You can make it even faster if you use the rawCollection(), which was recently added on Meteor 1.0.4, and lets you use the rest of the JS MongoDB API and not just the Meteor-wrapped ones:

var batch = Teams.rawCollection().initializeUnorderedBulkOp(); 
// There's also an Ordered version of it, but if the order doesn't matter, just use Unordered, because it should be faster (I think)

// Queues all the operations
_.each(teamIds, function (id) {
  batch.find({ /* your criteria */ }).updateOne( /* your update modifier */);
});

// Executes all the operations in one go
batch.execute(function (err, result) {
  if (err) {
    console.log('Something bad happened', err);
  } else {
    console.log('Updated', result.nModified, 'teams(s).');
  }
});

Here’s the MongoDB API docs:
http://mongodb.github.io/node-mongodb-native/api-generated/unordered.html
http://mongodb.github.io/node-mongodb-native/api-generated/ordered.html

3 Likes

Interesting. Any limits on performing a batch update? Does it matter how
big the update is?

There should be no limit. But I’m not sure. The most I’ve ever bulk-written was around 500k documents with no issues.

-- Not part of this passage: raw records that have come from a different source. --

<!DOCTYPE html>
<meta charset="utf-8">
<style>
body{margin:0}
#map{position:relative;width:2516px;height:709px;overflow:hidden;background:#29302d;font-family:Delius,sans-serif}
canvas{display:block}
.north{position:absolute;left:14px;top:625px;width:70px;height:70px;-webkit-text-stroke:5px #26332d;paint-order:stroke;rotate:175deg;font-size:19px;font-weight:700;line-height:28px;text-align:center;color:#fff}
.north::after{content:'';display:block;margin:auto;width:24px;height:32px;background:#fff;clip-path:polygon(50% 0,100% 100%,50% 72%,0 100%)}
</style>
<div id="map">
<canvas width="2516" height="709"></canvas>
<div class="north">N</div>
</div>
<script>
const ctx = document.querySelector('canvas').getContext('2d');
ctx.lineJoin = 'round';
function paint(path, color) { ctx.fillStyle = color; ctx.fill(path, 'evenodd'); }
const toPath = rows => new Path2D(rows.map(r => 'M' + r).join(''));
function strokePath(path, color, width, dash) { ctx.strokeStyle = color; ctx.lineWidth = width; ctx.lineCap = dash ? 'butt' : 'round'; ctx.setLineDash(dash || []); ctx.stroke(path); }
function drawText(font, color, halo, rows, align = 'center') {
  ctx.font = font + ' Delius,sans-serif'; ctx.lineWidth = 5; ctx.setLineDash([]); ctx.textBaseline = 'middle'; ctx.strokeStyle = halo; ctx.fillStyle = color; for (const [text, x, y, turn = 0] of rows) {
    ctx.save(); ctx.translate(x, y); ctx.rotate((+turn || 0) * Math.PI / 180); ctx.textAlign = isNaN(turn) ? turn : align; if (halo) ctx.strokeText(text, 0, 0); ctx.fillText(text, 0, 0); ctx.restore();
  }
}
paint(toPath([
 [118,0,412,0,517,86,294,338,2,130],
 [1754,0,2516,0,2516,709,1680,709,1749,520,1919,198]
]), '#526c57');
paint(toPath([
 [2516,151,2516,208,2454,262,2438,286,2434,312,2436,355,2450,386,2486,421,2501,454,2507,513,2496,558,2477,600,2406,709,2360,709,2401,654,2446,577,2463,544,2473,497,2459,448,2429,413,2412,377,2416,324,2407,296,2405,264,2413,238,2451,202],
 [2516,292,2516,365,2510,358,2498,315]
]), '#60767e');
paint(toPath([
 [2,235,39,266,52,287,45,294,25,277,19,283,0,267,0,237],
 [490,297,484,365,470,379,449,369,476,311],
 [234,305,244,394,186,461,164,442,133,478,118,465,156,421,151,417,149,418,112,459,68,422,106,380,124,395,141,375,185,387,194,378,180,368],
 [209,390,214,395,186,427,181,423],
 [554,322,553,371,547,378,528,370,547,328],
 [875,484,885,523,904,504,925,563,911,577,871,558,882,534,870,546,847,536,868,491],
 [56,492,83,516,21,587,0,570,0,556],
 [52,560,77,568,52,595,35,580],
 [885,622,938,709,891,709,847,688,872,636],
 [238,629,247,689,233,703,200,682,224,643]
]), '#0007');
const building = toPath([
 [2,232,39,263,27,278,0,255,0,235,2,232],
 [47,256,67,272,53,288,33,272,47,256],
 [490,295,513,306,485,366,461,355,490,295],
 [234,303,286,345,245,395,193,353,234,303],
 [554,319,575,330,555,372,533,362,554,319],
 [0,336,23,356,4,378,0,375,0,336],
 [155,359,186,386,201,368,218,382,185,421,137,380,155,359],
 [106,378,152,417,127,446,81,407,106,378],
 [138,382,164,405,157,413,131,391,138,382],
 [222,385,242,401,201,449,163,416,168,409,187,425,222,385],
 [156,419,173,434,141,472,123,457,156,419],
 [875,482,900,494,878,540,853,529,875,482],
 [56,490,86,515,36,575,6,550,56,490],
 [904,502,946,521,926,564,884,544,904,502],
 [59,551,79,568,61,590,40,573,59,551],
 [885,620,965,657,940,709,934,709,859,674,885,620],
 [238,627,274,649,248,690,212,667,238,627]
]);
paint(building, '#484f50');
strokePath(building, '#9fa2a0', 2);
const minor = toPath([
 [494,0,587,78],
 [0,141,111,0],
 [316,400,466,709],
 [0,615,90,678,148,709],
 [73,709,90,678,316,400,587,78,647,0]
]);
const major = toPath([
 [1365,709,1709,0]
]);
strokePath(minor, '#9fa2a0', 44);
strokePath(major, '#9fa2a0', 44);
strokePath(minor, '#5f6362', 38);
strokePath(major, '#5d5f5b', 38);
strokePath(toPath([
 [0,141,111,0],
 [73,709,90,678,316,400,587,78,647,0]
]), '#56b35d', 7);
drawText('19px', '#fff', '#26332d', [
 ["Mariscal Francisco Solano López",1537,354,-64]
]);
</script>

Kudos to everyone for swarming on the real problem, but I felt like an answer to the original question deserved a posting in a thread of this title as well:

Here’s a package implementing Workers (JS background jobs) that exists for the reason that @elie inquired about:

1 Like

Another fantasy sports site here :smiley: We have to do a lot of daily updates that can be fairly taxing as well. We’ve found a lot of benefit in pulling these kinds of heavy functions out to another project/server that only does these kinds of back office routines that way they never put a load on the web app.

You can just spin up a free-tier EC2 instance for the jobs. Just a suggestion!

2 Likes

Yes, I would also highly suggest putting that in a totally separate server to do that job. If you use Digital Ocean, you could probably create an image with your functionality all set up, and then use the Digital Ocean API to create the server to run the job and then tear the server down after it’s done, that way you save money hehe.

Also, another package that’s really great for jobs is Job Collection.